> Data for this task
· · · · ·

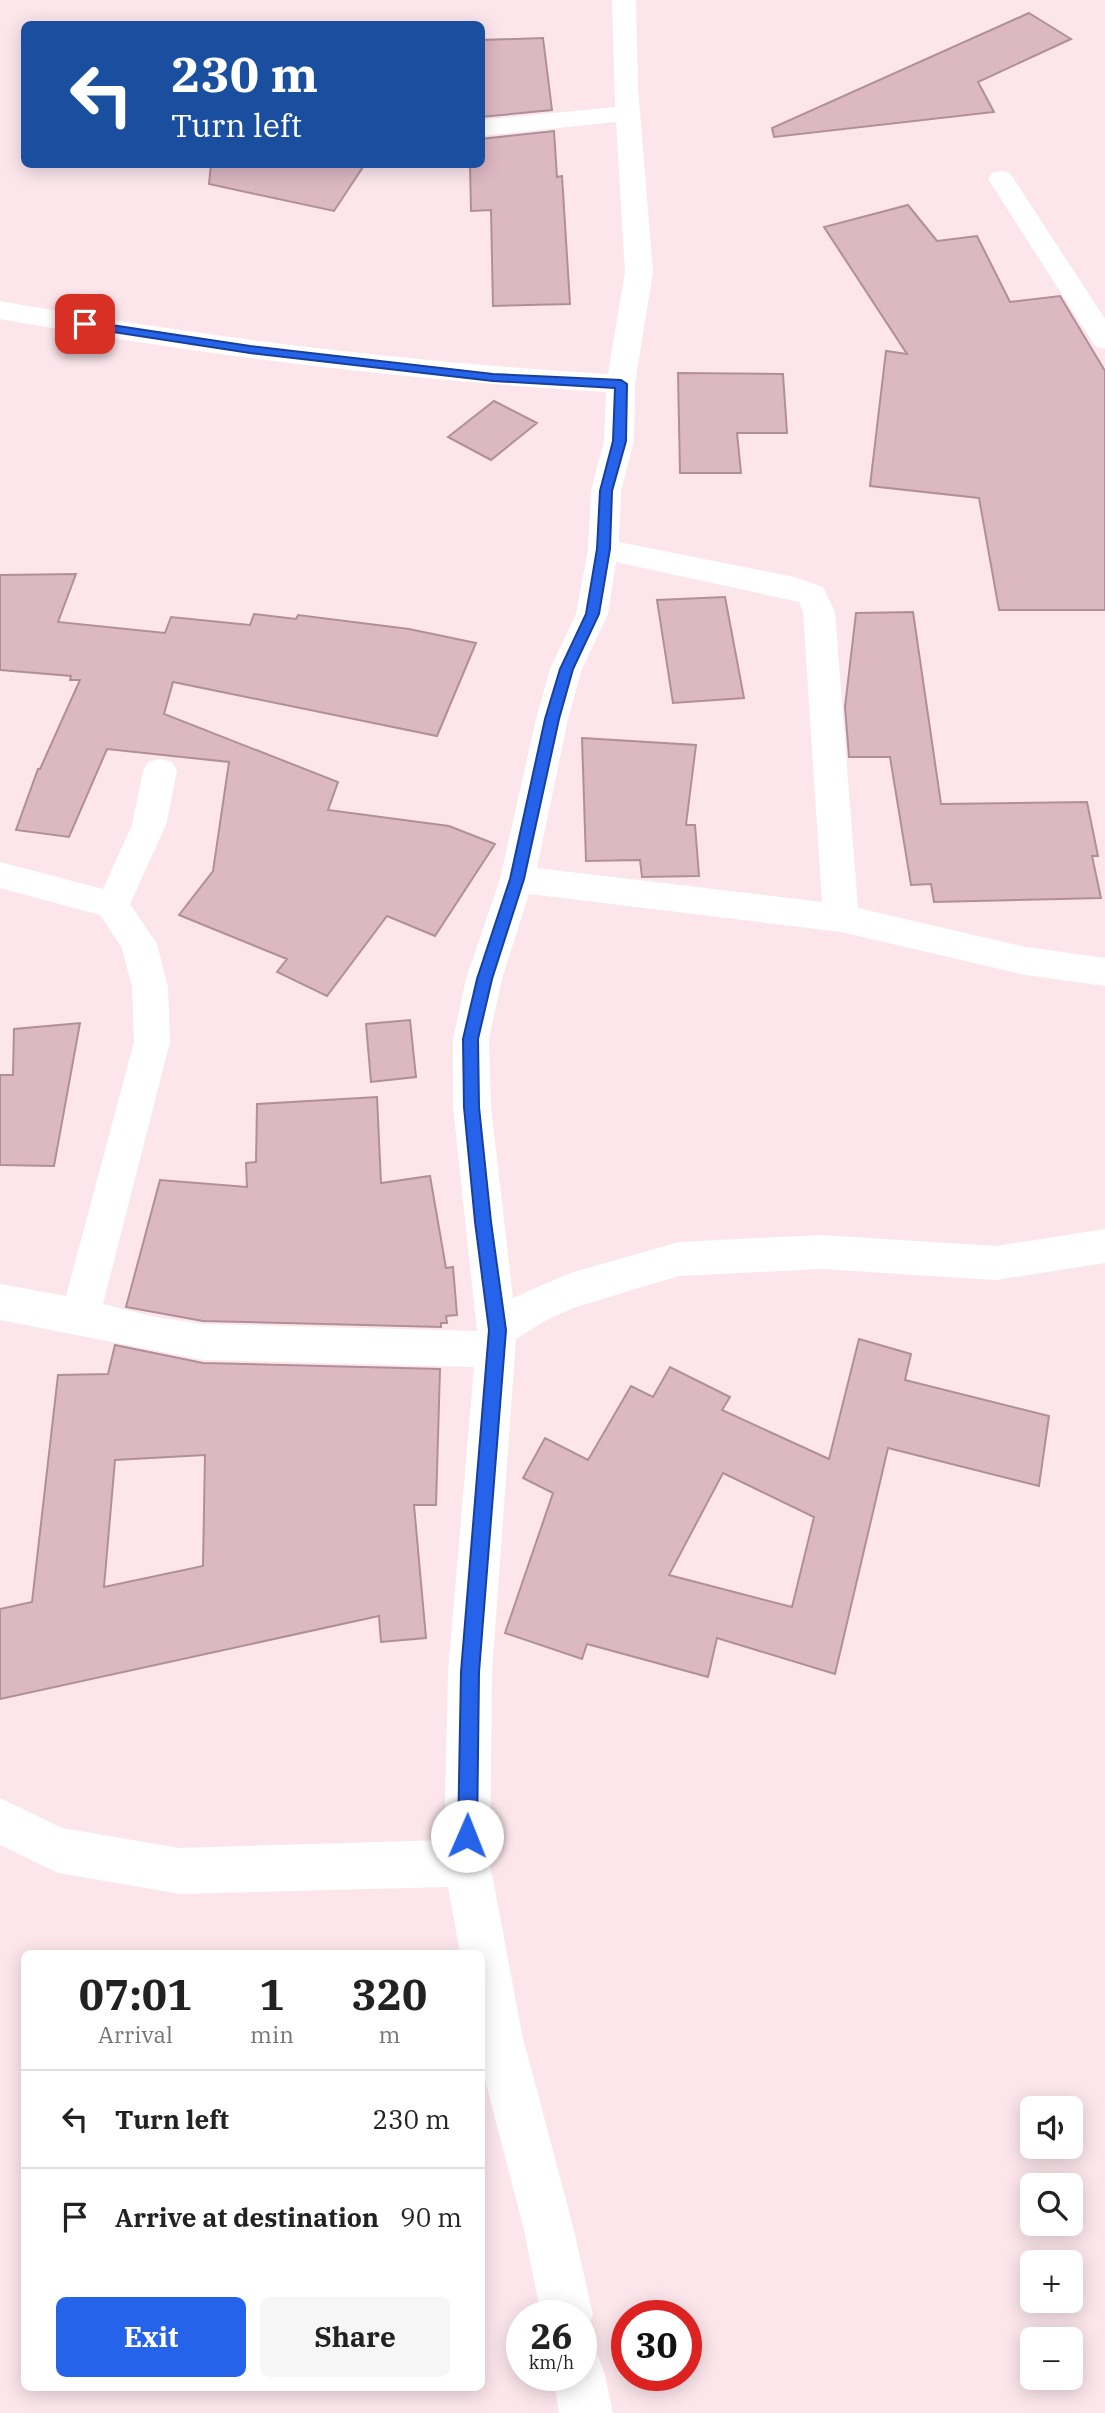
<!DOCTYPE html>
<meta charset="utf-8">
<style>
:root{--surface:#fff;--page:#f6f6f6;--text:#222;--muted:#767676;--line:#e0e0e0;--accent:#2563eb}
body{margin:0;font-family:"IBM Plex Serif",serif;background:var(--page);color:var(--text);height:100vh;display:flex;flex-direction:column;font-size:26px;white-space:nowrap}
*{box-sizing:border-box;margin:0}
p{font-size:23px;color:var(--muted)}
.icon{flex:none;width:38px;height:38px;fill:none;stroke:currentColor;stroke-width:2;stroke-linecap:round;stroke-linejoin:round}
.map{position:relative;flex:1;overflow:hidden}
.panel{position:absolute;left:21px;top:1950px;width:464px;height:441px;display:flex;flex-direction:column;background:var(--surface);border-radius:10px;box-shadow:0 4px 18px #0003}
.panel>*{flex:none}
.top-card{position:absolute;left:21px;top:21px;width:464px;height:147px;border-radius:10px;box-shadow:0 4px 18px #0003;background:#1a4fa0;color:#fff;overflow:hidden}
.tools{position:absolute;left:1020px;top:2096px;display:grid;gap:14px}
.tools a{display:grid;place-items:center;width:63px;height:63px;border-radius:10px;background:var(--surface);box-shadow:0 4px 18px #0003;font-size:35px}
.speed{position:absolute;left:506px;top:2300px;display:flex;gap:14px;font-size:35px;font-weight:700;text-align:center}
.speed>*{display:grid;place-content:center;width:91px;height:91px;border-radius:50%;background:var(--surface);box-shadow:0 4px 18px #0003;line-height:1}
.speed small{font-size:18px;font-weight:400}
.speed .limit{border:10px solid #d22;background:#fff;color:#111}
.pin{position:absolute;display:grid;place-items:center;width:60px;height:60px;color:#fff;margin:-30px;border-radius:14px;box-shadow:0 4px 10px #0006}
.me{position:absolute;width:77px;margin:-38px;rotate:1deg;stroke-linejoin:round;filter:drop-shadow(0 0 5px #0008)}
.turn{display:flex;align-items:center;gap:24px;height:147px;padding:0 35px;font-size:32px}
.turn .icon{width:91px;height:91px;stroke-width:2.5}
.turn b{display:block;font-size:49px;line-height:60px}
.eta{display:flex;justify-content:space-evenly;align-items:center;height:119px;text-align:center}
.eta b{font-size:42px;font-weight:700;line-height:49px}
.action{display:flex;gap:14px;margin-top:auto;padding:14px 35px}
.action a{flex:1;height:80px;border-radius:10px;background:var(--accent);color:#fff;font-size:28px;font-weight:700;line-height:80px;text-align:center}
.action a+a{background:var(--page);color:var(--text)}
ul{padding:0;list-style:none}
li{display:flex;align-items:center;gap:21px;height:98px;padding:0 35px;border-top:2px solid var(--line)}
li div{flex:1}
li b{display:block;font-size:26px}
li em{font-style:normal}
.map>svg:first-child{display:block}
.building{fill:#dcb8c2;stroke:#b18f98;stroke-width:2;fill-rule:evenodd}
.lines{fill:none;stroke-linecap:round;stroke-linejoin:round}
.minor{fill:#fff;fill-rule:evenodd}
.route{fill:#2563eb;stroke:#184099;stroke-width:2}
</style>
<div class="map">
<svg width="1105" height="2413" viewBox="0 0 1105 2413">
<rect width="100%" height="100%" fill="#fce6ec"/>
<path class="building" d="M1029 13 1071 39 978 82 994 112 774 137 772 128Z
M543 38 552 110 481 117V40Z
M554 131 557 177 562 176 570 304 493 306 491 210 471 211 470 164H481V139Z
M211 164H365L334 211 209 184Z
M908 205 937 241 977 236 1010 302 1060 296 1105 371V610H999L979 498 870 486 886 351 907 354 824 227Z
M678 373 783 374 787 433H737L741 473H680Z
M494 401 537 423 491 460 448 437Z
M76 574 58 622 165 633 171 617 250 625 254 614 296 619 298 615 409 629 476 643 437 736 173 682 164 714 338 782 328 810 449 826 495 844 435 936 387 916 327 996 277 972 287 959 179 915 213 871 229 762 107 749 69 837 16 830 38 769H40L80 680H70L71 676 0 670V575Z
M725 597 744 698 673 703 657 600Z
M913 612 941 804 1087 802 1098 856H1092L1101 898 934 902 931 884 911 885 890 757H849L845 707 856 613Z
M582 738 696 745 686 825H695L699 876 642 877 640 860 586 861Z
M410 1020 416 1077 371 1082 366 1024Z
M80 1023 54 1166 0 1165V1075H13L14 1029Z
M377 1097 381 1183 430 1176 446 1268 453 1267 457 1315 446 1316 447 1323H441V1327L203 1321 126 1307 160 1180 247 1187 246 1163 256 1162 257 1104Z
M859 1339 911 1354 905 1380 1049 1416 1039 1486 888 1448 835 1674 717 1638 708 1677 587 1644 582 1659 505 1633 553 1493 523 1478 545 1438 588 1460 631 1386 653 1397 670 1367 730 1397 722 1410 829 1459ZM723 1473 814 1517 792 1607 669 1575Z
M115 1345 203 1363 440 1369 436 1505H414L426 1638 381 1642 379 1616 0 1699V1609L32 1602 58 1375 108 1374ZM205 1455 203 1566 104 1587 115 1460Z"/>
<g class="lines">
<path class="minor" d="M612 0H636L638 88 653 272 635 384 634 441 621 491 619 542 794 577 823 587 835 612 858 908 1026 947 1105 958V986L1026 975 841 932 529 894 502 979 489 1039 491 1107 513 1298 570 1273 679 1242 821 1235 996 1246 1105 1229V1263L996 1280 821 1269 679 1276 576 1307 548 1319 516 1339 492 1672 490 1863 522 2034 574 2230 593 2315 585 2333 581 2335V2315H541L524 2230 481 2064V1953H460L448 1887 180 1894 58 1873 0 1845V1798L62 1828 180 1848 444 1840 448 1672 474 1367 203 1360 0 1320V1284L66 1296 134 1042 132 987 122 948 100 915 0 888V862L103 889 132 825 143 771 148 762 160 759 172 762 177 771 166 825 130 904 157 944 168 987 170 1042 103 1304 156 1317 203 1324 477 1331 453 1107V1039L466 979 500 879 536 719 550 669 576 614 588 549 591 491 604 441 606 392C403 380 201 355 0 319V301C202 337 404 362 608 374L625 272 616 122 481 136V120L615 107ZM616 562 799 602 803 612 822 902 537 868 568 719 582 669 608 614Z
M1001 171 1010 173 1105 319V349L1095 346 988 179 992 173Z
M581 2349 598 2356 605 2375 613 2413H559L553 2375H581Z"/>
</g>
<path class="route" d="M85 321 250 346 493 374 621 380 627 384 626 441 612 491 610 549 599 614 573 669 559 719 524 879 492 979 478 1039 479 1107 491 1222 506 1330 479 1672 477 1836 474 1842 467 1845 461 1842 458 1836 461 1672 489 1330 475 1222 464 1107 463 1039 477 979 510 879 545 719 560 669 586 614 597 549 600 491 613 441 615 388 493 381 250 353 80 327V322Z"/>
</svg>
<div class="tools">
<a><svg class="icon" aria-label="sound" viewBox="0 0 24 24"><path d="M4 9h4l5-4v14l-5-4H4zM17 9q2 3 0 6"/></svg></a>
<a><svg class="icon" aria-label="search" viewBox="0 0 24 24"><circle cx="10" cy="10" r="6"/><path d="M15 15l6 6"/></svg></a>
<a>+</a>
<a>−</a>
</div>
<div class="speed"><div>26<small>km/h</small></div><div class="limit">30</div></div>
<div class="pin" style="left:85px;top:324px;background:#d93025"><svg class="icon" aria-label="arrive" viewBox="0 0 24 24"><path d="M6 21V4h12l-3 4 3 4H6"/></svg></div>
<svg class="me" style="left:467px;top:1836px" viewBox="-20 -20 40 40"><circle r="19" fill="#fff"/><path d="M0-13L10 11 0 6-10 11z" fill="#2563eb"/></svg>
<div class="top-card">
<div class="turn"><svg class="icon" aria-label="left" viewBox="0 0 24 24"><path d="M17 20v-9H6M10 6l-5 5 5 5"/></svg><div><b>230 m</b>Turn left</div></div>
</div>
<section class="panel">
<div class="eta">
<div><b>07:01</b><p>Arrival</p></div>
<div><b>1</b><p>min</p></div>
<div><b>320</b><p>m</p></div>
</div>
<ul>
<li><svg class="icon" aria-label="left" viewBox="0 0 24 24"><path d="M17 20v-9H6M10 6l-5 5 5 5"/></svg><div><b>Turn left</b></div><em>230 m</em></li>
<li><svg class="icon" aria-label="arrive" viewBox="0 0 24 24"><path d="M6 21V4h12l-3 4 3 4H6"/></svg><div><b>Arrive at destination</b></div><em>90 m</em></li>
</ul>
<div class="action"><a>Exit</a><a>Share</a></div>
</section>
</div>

· · · · ·

> The task
Read through the material above, and whenever a line contains "none", copy it.

> Result for this exercise
.icon{flex:none;width:38px;height:38px;fill:none;stroke:currentColor;stroke-width:2;stroke-linecap:round;stroke-linejoin:round}
.panel>*{flex:none}
ul{padding:0;list-style:none}
.lines{fill:none;stroke-linecap:round;stroke-linejoin:round}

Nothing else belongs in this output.